*Supplied records*:
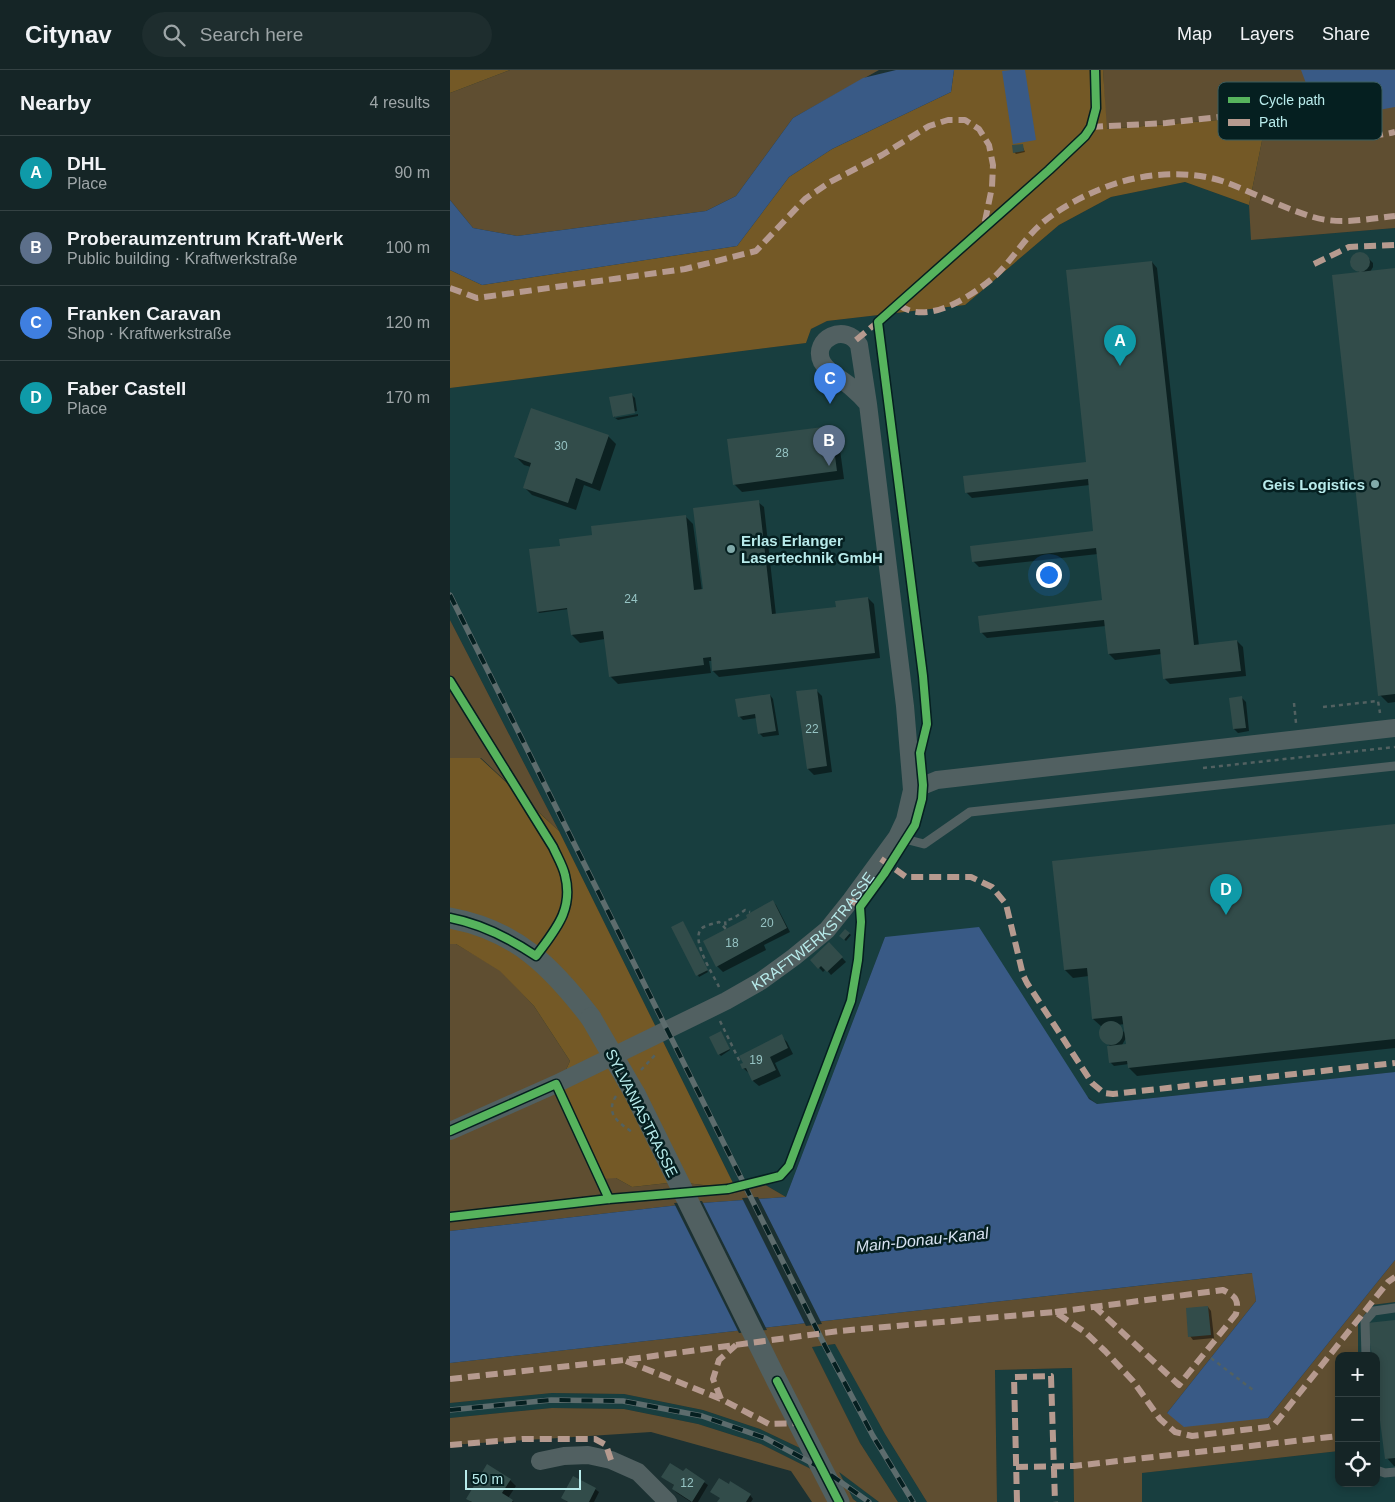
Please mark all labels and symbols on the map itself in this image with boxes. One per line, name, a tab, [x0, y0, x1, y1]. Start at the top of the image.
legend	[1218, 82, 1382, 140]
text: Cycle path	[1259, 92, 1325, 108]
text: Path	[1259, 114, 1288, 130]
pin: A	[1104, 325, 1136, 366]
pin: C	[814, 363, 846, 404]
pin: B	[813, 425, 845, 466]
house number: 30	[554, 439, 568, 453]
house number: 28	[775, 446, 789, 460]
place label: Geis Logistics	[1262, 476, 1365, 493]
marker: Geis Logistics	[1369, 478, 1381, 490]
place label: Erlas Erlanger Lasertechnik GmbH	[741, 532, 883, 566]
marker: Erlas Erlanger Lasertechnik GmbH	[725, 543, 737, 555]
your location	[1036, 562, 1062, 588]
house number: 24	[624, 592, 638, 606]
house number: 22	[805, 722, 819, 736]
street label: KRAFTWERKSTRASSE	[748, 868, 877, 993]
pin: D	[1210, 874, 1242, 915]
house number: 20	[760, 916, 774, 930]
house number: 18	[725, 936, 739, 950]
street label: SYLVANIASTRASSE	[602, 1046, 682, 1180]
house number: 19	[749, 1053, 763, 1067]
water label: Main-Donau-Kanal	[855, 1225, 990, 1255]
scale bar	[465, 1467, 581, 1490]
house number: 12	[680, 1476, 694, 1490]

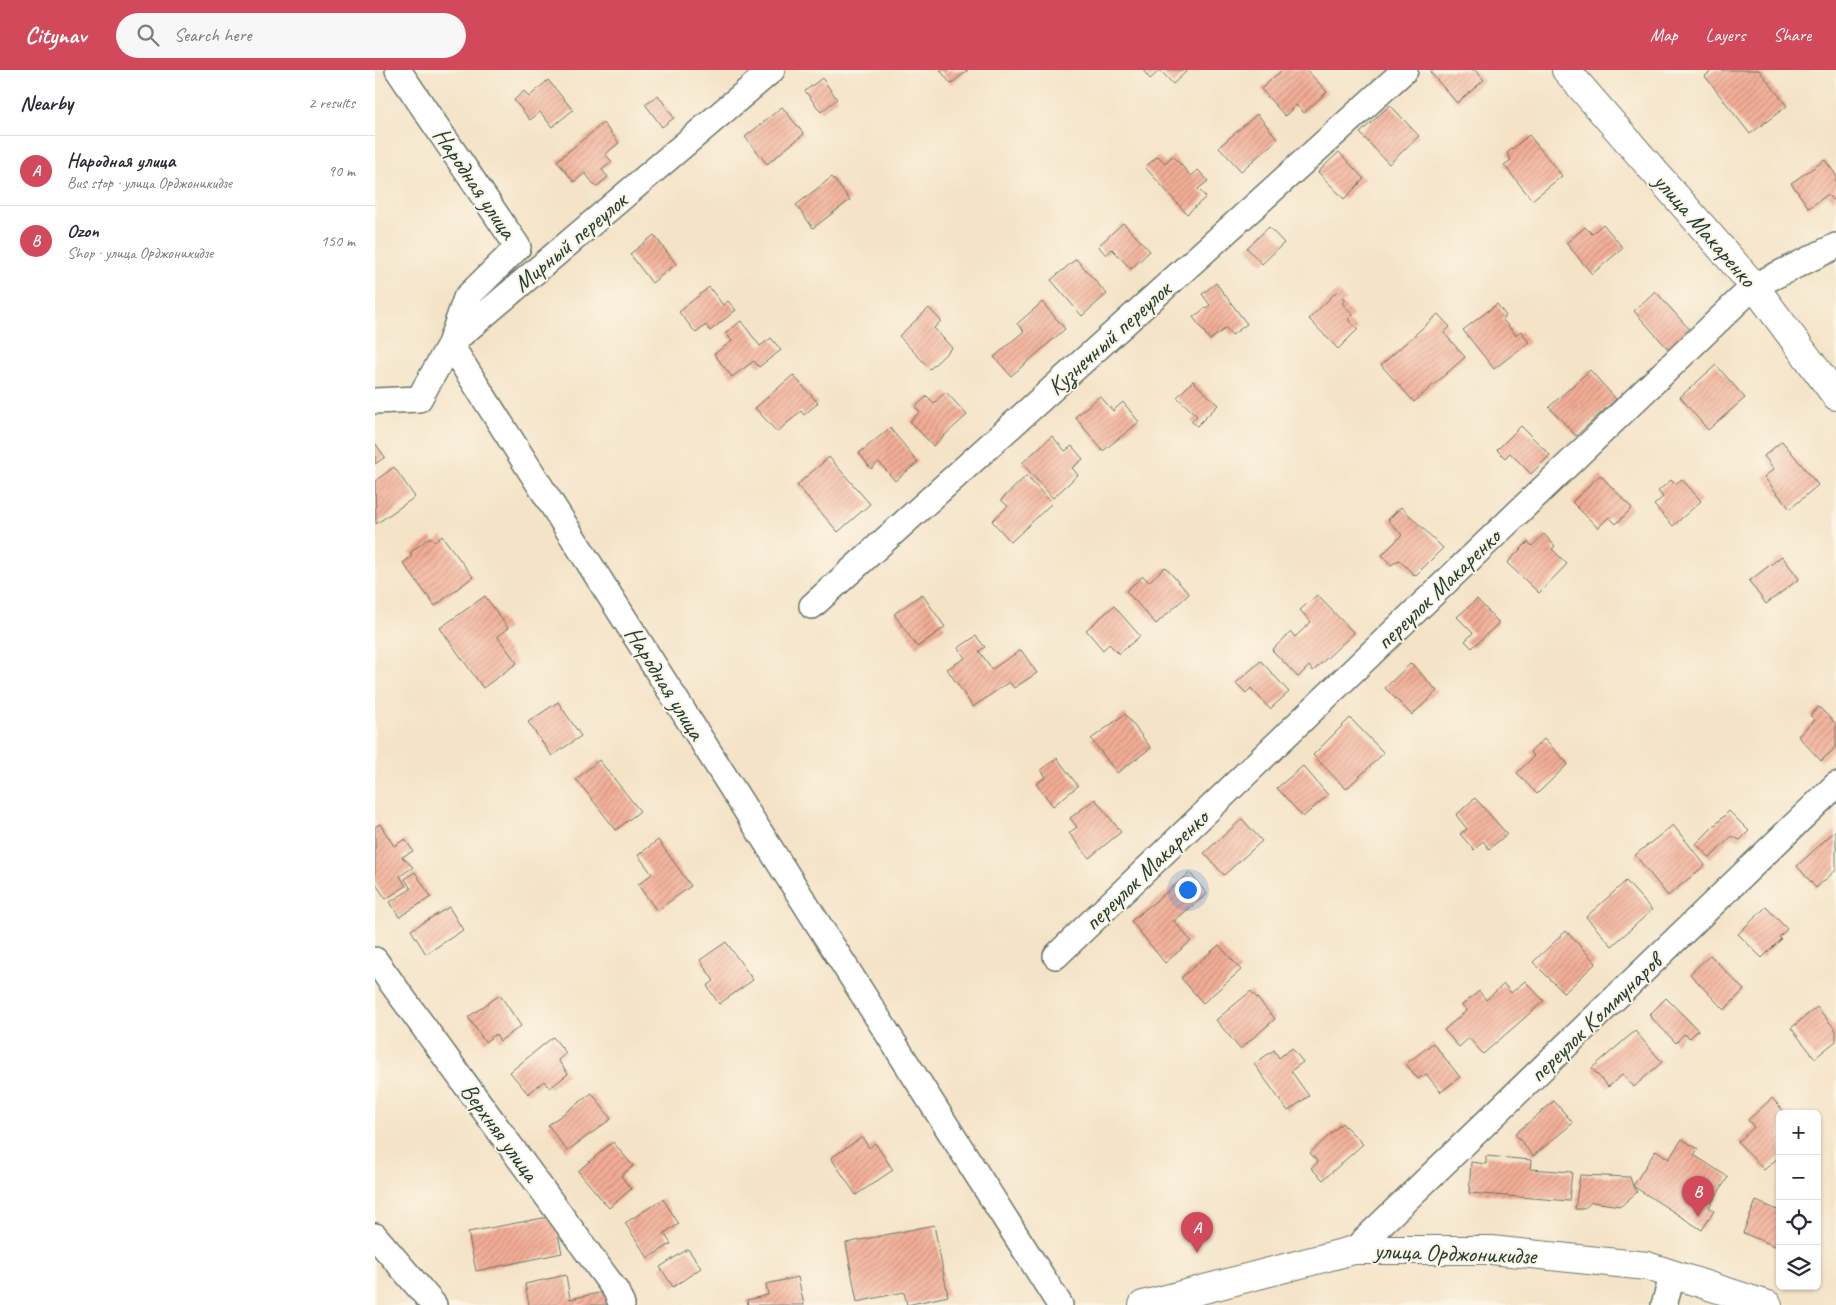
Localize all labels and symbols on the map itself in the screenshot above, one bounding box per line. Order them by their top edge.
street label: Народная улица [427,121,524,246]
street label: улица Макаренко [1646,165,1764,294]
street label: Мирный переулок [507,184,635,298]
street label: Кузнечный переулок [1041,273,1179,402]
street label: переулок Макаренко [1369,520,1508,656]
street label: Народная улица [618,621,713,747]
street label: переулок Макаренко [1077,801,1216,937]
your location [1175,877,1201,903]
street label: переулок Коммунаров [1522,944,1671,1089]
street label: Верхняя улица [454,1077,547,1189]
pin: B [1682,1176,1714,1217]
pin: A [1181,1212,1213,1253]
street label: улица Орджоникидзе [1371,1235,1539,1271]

*What is being asked*: Your task is an exact printout of the records above, with no pictures.

*Exercise solution*:
Please mark all labels and symbols on the map itself in this image with boxes. One per line, name, a tab, [x0, y0, x1, y1]. Start at the top of the image.
legend	[1218, 82, 1382, 140]
text: Cycle path	[1259, 92, 1325, 108]
text: Path	[1259, 114, 1288, 130]
pin: A	[1104, 325, 1136, 366]
pin: C	[814, 363, 846, 404]
pin: B	[813, 425, 845, 466]
house number: 30	[554, 439, 568, 453]
house number: 28	[775, 446, 789, 460]
place label: Geis Logistics	[1262, 476, 1365, 493]
marker: Geis Logistics	[1369, 478, 1381, 490]
place label: Erlas Erlanger Lasertechnik GmbH	[741, 532, 883, 566]
marker: Erlas Erlanger Lasertechnik GmbH	[725, 543, 737, 555]
your location	[1036, 562, 1062, 588]
house number: 24	[624, 592, 638, 606]
house number: 22	[805, 722, 819, 736]
street label: KRAFTWERKSTRASSE	[748, 868, 877, 993]
pin: D	[1210, 874, 1242, 915]
house number: 20	[760, 916, 774, 930]
house number: 18	[725, 936, 739, 950]
street label: SYLVANIASTRASSE	[602, 1046, 682, 1180]
house number: 19	[749, 1053, 763, 1067]
water label: Main-Donau-Kanal	[855, 1225, 990, 1255]
scale bar	[465, 1467, 581, 1490]
house number: 12	[680, 1476, 694, 1490]

Localize all labels and symbols on the map itself in the screenshot above, one bounding box per line. Order them by their top edge.
street label: Народная улица [427,121,524,246]
street label: улица Макаренко [1646,165,1764,294]
street label: Мирный переулок [507,184,635,298]
street label: Кузнечный переулок [1041,273,1179,402]
street label: переулок Макаренко [1369,520,1508,656]
street label: Народная улица [618,621,713,747]
street label: переулок Макаренко [1077,801,1216,937]
your location [1175,877,1201,903]
street label: переулок Коммунаров [1522,944,1671,1089]
street label: Верхняя улица [454,1077,547,1189]
pin: B [1682,1176,1714,1217]
pin: A [1181,1212,1213,1253]
street label: улица Орджоникидзе [1371,1235,1539,1271]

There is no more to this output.